Please print the whole listing again, exactly as shown.

= Beginning of Section =

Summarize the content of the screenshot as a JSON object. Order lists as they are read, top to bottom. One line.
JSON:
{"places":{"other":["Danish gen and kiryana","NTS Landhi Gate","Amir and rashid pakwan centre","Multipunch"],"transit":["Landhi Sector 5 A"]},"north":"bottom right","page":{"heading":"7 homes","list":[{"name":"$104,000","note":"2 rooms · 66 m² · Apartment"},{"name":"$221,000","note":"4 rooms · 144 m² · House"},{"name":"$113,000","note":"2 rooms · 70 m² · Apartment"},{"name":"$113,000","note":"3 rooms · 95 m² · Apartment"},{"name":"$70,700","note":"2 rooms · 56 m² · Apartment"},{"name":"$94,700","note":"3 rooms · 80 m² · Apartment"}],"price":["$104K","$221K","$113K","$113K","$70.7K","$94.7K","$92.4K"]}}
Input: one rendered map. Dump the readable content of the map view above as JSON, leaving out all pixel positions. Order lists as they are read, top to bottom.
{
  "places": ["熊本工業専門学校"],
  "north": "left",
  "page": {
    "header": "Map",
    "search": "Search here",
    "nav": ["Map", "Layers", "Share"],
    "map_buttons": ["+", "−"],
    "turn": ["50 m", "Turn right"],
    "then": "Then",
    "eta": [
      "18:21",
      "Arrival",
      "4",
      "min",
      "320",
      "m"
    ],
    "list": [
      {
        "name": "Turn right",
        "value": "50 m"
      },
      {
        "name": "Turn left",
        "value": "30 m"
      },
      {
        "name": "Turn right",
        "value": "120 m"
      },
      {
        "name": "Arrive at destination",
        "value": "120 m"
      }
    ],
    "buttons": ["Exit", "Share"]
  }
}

= End of Section =

[SOLUTION TO THE PROBLEM]:
Summarize the content of the screenshot as a JSON object. Order lists as they are read, top to bottom. One line.
JSON:
{"places":{"other":["Danish gen and kiryana","NTS Landhi Gate","Amir and rashid pakwan centre","Multipunch"],"transit":["Landhi Sector 5 A"]},"north":"bottom right","page":{"heading":"7 homes","list":[{"name":"$104,000","note":"2 rooms · 66 m² · Apartment"},{"name":"$221,000","note":"4 rooms · 144 m² · House"},{"name":"$113,000","note":"2 rooms · 70 m² · Apartment"},{"name":"$113,000","note":"3 rooms · 95 m² · Apartment"},{"name":"$70,700","note":"2 rooms · 56 m² · Apartment"},{"name":"$94,700","note":"3 rooms · 80 m² · Apartment"}],"price":["$104K","$221K","$113K","$113K","$70.7K","$94.7K","$92.4K"]}}
Input: one rendered map. Dump the readable content of the map view above as JSON, leaving out all pixel positions. Order lists as they are read, top to bottom.
{
  "places": ["熊本工業専門学校"],
  "north": "left",
  "page": {
    "header": "Map",
    "search": "Search here",
    "nav": ["Map", "Layers", "Share"],
    "map_buttons": ["+", "−"],
    "turn": ["50 m", "Turn right"],
    "then": "Then",
    "eta": [
      "18:21",
      "Arrival",
      "4",
      "min",
      "320",
      "m"
    ],
    "list": [
      {
        "name": "Turn right",
        "value": "50 m"
      },
      {
        "name": "Turn left",
        "value": "30 m"
      },
      {
        "name": "Turn right",
        "value": "120 m"
      },
      {
        "name": "Arrive at destination",
        "value": "120 m"
      }
    ],
    "buttons": ["Exit", "Share"]
  }
}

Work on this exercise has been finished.